* YOUR INSTRUCTIONS:
Search the records for the string "family" and copy every line in which it appears.

* RECORDS FOR THIS TASK:
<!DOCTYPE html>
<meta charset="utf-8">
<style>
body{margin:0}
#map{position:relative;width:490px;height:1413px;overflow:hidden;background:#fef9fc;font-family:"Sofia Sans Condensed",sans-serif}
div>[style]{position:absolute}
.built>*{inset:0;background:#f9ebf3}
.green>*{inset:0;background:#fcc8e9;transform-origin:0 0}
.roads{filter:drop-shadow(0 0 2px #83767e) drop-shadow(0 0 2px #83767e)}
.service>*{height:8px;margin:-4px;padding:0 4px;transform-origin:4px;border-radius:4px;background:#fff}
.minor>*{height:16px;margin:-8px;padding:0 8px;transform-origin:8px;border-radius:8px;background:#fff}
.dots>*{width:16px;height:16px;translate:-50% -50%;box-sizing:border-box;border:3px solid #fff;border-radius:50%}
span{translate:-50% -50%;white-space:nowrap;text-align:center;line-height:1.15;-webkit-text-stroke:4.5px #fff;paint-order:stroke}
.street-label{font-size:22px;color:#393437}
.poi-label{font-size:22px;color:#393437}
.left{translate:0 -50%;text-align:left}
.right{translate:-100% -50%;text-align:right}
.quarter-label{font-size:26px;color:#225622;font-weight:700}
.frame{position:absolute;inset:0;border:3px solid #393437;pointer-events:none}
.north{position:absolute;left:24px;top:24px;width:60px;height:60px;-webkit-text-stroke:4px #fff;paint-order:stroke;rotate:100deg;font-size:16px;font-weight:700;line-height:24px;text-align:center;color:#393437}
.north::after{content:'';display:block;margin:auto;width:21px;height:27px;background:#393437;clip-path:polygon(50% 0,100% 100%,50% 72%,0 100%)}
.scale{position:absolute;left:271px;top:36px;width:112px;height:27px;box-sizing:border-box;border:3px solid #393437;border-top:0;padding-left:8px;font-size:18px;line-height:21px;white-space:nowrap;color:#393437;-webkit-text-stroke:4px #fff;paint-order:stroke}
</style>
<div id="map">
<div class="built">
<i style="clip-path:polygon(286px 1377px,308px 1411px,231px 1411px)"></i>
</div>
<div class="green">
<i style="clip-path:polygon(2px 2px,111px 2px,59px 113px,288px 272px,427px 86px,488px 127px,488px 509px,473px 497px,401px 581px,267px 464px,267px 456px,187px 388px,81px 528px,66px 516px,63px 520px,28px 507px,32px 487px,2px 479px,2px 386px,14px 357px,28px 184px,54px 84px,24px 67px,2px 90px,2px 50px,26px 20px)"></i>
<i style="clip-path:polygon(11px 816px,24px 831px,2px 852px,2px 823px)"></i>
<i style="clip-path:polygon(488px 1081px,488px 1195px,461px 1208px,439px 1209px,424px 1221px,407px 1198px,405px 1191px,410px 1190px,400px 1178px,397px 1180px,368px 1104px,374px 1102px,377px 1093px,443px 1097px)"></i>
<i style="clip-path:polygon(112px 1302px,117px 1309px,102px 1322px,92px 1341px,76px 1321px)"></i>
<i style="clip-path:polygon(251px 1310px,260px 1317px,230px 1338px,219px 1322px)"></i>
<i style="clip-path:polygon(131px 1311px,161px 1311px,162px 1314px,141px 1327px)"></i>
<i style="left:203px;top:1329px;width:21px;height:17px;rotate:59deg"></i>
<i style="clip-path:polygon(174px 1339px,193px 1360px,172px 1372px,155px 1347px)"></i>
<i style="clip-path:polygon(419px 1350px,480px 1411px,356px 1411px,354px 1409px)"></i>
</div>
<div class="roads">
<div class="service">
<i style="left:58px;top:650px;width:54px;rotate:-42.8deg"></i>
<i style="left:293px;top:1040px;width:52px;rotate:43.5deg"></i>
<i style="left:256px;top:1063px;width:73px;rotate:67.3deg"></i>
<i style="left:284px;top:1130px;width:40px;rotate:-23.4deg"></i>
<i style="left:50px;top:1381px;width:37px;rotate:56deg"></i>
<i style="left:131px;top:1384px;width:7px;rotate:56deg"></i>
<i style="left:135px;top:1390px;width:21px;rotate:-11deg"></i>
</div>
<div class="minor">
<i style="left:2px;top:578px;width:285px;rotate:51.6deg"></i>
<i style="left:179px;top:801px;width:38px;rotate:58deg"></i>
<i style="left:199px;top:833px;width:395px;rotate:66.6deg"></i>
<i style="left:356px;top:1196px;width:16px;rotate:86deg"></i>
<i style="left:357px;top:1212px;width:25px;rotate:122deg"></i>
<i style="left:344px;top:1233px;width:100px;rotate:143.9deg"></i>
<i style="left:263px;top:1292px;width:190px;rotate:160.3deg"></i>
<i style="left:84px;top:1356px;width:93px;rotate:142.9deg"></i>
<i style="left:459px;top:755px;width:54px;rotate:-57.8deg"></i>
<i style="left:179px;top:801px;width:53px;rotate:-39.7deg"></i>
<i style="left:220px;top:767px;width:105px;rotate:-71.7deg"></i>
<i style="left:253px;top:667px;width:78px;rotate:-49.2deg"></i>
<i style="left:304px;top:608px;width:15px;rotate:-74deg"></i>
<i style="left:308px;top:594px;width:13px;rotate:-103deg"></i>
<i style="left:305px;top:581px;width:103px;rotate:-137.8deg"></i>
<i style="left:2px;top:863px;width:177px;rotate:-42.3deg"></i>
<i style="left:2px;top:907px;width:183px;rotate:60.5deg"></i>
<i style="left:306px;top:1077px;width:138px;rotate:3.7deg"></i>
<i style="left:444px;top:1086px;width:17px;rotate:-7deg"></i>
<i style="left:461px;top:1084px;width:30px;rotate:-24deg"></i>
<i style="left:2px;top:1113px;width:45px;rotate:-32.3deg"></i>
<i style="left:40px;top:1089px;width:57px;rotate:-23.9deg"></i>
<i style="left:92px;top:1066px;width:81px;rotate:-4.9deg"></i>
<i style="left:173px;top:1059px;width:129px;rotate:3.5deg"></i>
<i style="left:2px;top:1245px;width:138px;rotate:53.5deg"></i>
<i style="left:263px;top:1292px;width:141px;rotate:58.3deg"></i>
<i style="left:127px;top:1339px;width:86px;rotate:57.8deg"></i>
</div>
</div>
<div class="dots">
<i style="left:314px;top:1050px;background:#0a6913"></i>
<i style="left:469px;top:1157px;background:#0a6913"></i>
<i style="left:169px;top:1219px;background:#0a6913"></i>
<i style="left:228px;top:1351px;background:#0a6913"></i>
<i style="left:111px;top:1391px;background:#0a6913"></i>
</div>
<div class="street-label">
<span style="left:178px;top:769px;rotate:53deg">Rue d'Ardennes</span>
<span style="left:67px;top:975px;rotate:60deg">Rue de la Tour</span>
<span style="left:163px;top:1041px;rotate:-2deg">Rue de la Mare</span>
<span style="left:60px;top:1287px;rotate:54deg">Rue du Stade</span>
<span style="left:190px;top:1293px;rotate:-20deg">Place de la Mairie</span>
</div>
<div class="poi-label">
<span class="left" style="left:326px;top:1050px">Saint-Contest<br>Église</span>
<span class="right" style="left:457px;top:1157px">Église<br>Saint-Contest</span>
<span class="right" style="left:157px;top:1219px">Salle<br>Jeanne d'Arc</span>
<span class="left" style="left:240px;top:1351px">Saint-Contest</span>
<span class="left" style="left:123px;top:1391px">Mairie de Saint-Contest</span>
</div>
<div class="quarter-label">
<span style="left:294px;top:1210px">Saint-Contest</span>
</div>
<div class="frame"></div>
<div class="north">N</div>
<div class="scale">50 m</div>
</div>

---

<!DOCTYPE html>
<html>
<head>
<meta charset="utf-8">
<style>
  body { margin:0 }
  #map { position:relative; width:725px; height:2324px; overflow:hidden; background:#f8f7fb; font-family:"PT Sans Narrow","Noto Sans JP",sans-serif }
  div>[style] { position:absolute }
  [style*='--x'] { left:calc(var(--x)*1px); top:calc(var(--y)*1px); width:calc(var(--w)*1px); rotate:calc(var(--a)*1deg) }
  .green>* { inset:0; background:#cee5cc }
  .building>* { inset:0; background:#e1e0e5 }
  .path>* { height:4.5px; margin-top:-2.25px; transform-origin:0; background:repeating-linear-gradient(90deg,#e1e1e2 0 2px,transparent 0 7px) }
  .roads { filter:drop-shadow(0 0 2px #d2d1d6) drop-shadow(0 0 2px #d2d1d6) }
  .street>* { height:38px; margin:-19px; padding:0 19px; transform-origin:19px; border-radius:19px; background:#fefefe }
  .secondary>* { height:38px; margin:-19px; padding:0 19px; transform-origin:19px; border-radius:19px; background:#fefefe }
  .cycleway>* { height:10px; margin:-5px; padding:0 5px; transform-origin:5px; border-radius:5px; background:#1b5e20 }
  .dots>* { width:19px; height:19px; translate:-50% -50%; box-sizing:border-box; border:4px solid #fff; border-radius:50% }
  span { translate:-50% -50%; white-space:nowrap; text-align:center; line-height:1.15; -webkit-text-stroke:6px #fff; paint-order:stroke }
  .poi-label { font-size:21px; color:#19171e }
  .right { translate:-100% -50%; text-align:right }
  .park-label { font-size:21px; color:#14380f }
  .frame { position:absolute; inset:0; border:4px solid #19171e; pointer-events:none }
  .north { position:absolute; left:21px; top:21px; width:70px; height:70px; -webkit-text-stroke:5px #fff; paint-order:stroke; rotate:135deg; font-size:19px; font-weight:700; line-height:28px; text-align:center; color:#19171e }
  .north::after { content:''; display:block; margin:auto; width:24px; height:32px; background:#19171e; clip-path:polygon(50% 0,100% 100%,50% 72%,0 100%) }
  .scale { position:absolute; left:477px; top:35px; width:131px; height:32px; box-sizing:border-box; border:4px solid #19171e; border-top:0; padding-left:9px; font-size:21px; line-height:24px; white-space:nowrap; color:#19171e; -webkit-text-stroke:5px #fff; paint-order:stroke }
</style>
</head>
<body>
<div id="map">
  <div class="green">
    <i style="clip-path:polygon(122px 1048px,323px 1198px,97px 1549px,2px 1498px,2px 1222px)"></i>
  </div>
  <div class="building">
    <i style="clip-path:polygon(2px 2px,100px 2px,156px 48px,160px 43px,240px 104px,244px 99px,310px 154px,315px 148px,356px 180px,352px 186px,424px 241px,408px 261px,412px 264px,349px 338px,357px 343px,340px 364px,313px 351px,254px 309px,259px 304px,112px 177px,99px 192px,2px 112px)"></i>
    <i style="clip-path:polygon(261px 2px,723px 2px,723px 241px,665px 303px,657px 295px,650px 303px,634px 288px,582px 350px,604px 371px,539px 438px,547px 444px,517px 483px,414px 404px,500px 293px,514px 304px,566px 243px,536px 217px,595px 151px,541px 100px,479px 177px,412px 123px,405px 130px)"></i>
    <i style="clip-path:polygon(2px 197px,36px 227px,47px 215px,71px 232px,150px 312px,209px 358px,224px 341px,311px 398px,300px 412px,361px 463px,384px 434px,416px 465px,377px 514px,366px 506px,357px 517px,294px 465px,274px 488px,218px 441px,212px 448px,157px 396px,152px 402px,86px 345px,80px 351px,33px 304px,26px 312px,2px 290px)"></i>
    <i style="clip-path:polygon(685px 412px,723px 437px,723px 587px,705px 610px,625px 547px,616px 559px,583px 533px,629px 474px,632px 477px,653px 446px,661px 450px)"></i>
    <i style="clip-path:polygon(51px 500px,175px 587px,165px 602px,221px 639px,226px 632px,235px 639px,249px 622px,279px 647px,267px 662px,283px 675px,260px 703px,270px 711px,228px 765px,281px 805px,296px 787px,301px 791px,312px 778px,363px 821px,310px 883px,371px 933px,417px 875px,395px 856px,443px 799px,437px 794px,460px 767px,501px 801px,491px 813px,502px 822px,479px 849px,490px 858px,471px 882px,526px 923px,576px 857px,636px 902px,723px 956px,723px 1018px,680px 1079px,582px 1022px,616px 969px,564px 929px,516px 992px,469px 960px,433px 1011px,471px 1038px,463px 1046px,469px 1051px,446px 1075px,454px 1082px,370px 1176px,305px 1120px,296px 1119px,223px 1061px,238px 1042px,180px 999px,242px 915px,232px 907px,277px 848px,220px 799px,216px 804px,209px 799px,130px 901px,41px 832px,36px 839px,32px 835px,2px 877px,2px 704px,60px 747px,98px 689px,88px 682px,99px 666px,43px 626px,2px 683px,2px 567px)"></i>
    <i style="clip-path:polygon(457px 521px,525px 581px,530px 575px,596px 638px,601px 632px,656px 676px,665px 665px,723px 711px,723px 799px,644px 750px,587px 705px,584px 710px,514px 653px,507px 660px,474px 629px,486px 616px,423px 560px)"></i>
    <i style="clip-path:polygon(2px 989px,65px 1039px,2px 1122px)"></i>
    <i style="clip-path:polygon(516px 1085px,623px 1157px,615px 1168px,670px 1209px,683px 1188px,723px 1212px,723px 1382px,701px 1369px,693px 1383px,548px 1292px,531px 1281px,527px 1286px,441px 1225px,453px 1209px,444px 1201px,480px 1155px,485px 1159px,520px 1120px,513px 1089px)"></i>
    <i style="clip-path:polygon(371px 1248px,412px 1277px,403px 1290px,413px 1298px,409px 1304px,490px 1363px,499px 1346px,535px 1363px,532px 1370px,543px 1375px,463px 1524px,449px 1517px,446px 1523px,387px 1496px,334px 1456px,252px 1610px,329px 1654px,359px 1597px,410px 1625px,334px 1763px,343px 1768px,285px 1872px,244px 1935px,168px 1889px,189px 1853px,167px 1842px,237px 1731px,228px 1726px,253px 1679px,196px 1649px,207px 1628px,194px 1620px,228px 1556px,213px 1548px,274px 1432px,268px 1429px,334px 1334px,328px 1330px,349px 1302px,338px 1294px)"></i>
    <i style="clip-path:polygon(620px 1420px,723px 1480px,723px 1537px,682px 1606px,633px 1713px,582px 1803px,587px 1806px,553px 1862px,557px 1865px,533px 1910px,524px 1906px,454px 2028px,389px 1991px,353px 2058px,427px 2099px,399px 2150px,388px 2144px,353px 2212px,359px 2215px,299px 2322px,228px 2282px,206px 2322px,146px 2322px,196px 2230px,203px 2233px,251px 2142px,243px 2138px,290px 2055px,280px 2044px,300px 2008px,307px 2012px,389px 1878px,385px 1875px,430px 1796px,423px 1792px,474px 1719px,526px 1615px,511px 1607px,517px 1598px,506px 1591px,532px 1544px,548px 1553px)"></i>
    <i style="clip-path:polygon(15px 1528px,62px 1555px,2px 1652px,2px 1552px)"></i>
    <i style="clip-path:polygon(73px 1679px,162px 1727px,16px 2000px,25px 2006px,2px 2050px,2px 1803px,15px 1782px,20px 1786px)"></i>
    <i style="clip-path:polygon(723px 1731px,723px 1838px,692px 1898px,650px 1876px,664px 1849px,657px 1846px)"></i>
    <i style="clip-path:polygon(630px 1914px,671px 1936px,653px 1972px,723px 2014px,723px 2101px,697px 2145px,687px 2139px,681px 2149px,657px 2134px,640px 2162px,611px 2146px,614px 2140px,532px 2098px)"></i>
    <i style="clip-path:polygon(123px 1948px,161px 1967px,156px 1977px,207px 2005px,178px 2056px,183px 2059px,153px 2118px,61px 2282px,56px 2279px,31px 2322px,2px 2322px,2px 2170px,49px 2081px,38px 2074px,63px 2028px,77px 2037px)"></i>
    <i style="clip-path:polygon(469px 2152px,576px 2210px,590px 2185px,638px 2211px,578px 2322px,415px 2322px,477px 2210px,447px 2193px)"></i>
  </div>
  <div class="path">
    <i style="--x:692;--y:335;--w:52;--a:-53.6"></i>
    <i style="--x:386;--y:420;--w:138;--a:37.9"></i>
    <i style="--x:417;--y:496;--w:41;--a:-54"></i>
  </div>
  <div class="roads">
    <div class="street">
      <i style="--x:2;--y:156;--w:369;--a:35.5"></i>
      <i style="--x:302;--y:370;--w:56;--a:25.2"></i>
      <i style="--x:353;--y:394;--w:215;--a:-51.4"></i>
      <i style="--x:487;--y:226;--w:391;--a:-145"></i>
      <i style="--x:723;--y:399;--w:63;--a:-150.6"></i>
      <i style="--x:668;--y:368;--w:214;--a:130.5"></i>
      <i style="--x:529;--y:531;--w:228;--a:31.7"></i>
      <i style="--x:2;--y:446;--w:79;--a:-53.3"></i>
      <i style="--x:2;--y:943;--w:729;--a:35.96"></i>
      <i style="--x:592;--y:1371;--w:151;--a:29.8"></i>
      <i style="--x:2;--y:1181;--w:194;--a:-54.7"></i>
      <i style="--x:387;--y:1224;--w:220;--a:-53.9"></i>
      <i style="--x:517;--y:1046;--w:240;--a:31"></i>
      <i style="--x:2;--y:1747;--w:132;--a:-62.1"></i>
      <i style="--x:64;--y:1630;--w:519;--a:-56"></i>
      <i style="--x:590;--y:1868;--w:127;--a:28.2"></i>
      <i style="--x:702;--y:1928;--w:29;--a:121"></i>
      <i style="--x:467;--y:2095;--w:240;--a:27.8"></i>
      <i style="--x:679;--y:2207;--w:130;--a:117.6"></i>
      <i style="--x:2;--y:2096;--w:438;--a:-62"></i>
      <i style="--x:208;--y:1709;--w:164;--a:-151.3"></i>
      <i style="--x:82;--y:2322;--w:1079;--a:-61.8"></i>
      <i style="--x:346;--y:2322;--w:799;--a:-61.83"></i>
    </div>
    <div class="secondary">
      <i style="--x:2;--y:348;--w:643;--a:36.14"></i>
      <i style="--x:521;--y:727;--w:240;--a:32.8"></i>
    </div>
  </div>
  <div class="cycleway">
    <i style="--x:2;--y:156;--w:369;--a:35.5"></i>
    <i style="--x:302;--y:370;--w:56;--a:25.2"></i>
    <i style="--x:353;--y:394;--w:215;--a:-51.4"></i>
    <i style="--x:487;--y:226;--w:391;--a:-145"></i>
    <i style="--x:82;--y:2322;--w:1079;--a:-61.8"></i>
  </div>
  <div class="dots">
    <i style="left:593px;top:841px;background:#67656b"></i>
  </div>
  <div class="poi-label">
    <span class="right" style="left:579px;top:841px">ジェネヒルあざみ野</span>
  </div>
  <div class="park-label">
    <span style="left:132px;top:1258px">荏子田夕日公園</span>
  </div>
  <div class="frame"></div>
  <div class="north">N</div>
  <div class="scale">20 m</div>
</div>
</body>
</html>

* YOUR RESPONSE:
#map{position:relative;width:490px;height:1413px;overflow:hidden;background:#fef9fc;font-family:"Sofia Sans Condensed",sans-serif}
  #map { position:relative; width:725px; height:2324px; overflow:hidden; background:#f8f7fb; font-family:"PT Sans Narrow","Noto Sans JP",sans-serif }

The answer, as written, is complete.